═════ Records for this exercise ═════

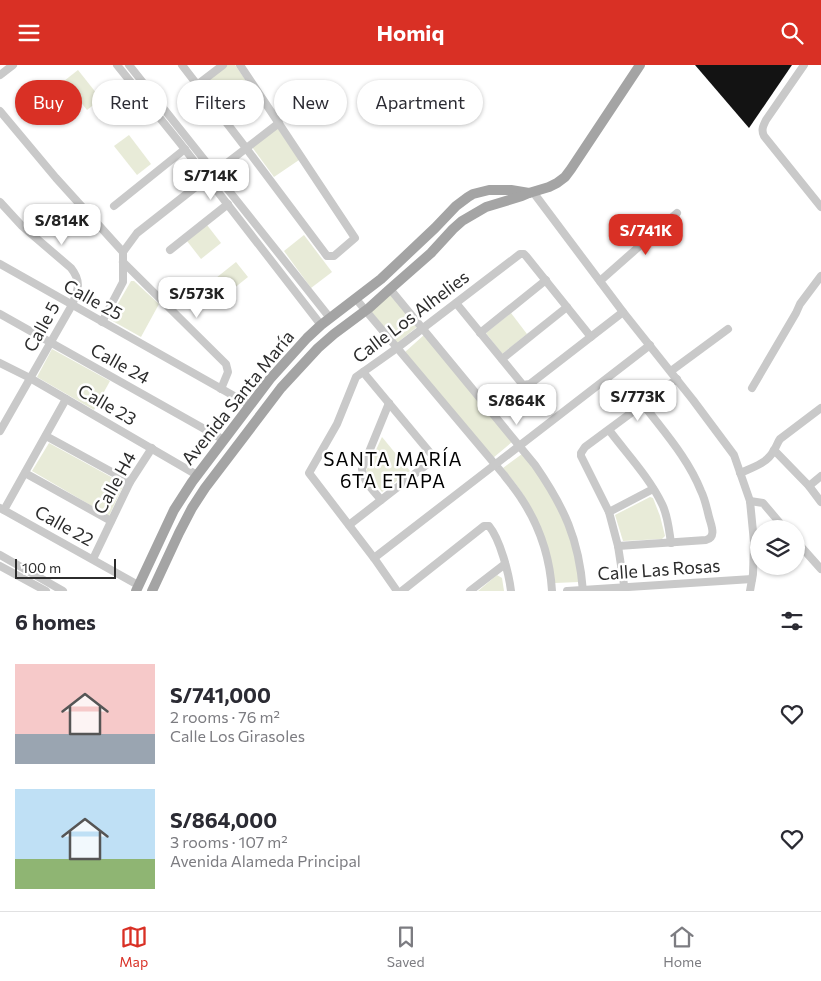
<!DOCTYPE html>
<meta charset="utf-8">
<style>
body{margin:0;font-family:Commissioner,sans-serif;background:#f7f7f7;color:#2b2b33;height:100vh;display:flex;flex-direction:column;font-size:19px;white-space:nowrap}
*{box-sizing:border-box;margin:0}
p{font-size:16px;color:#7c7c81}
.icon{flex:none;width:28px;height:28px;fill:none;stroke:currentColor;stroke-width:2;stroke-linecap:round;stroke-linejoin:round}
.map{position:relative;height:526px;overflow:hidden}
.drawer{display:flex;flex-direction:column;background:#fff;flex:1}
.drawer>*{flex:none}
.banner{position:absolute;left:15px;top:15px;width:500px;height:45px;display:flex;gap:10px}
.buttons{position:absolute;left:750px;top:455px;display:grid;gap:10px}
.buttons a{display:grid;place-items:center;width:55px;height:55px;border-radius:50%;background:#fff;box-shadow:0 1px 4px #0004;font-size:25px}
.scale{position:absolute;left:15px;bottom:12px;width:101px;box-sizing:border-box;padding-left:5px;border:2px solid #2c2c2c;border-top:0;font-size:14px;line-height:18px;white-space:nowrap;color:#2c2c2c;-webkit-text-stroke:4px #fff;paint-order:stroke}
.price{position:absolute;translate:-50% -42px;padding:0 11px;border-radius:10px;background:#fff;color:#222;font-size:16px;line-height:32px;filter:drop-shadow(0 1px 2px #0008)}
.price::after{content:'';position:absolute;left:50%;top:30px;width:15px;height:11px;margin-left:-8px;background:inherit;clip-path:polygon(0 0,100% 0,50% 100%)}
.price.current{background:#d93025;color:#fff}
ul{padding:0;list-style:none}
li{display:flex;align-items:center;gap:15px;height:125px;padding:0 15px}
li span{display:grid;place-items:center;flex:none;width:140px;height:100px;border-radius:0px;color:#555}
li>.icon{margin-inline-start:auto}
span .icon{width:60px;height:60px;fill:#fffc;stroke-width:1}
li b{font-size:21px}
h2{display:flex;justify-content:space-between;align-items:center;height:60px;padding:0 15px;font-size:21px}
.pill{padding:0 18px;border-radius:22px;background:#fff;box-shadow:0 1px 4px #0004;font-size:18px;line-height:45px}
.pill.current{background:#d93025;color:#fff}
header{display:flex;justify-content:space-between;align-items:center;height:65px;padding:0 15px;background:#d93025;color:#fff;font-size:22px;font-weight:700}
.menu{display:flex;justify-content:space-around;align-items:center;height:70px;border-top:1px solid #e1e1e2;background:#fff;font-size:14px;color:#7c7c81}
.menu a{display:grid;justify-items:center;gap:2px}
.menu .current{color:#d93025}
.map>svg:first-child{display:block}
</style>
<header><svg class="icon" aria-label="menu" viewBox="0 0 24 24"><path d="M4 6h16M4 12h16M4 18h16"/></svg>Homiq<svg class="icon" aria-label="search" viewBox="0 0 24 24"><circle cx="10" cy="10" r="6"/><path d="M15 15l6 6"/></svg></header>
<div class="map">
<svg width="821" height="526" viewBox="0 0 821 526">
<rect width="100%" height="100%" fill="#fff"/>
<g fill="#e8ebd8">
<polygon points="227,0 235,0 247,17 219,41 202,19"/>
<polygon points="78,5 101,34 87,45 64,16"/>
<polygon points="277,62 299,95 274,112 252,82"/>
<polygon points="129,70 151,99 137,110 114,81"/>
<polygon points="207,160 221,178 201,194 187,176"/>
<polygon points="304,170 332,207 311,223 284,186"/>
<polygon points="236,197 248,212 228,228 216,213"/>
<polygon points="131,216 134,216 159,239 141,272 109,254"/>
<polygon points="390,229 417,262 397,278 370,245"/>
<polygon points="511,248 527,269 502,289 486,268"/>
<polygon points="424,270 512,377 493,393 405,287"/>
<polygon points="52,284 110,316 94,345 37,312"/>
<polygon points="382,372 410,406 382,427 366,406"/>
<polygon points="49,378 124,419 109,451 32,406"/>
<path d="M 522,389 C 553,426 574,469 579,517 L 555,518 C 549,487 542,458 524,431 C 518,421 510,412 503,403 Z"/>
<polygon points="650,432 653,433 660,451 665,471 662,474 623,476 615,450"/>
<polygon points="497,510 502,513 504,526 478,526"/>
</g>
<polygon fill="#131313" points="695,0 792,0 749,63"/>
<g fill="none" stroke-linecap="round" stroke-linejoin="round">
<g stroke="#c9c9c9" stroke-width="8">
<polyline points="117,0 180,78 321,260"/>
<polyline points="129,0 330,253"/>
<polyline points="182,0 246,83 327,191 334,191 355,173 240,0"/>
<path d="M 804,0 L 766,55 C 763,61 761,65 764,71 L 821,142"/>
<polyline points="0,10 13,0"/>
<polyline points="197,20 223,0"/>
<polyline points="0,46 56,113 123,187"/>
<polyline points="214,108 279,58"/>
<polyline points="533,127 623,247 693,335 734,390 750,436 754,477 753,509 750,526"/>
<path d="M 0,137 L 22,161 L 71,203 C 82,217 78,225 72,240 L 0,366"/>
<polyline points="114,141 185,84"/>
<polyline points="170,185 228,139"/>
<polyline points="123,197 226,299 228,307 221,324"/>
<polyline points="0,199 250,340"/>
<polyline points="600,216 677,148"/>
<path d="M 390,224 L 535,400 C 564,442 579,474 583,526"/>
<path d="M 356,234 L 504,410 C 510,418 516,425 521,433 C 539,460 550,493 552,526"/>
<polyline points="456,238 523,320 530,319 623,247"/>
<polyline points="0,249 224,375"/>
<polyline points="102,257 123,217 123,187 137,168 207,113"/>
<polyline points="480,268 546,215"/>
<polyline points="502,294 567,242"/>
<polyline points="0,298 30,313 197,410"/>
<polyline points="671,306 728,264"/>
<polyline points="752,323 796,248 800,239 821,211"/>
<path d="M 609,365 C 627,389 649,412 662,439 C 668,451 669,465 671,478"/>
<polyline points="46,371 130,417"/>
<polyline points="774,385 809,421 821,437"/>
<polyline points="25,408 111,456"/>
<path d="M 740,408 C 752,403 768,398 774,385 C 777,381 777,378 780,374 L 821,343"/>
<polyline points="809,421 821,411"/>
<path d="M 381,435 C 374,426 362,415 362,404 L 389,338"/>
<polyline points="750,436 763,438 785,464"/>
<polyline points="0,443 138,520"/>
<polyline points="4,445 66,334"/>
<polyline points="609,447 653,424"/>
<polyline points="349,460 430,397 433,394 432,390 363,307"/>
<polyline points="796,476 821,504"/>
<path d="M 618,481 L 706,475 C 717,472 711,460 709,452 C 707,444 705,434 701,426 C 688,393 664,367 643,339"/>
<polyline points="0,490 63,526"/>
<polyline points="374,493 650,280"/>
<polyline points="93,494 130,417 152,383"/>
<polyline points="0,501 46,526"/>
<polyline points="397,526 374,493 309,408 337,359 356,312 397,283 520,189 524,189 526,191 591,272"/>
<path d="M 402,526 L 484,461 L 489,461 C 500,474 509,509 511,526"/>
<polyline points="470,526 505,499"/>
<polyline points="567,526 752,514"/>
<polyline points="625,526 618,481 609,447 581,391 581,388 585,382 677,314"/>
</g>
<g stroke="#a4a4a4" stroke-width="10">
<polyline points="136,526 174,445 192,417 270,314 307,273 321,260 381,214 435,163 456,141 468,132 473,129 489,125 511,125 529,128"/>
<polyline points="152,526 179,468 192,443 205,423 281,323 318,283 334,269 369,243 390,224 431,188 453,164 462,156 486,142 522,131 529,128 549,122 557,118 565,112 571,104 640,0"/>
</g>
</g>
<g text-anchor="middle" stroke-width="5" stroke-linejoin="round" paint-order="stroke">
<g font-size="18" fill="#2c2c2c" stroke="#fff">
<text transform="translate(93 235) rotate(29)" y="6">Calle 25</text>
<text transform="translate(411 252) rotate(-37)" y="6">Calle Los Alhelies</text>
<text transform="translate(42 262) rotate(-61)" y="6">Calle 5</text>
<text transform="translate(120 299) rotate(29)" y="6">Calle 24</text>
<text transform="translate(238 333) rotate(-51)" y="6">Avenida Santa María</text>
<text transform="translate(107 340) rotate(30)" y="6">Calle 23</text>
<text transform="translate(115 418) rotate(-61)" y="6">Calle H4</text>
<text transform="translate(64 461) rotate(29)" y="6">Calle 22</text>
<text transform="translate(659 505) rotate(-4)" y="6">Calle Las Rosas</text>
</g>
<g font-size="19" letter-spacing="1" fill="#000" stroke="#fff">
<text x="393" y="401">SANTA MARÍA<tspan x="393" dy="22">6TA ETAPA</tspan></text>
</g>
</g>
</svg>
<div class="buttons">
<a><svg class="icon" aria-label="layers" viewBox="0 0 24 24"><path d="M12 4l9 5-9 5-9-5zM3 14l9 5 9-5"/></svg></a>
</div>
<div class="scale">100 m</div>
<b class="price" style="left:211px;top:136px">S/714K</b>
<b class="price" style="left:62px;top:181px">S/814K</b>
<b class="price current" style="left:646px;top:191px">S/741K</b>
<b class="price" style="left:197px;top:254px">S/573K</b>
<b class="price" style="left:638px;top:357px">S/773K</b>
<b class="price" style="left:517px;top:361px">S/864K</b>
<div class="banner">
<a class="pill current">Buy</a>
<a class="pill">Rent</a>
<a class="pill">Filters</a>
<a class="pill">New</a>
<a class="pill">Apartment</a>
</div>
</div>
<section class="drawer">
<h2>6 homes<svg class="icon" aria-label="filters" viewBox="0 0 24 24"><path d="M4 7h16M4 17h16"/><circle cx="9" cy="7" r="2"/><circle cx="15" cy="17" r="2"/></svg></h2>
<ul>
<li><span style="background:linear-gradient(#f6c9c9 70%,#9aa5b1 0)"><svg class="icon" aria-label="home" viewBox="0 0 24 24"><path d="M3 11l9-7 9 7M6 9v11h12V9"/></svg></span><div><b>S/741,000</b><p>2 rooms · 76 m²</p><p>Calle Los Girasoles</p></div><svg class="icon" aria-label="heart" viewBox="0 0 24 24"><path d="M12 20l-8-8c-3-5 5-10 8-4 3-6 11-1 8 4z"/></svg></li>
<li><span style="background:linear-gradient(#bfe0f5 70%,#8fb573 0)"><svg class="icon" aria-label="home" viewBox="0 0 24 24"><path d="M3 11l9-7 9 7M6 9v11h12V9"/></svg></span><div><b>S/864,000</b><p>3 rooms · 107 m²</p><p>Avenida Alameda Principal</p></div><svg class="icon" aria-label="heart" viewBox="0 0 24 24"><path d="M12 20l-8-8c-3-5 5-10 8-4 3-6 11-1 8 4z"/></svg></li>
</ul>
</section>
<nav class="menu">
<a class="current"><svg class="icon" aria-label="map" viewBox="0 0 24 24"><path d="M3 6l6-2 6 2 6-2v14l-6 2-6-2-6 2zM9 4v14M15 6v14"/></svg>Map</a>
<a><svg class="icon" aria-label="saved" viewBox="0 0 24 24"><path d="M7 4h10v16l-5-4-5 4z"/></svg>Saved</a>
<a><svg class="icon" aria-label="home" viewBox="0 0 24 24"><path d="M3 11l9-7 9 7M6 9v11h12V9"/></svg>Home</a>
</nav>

═════

> _Task goal_:
In the entries above, identify every line with the word "scale". Copy those lines.

> _Task output_:
.scale{position:absolute;left:15px;bottom:12px;width:101px;box-sizing:border-box;padding-left:5px;border:2px solid #2c2c2c;border-top:0;font-size:14px;line-height:18px;white-space:nowrap;color:#2c2c2c;-webkit-text-stroke:4px #fff;paint-order:stroke}
<div class="scale">100 m</div>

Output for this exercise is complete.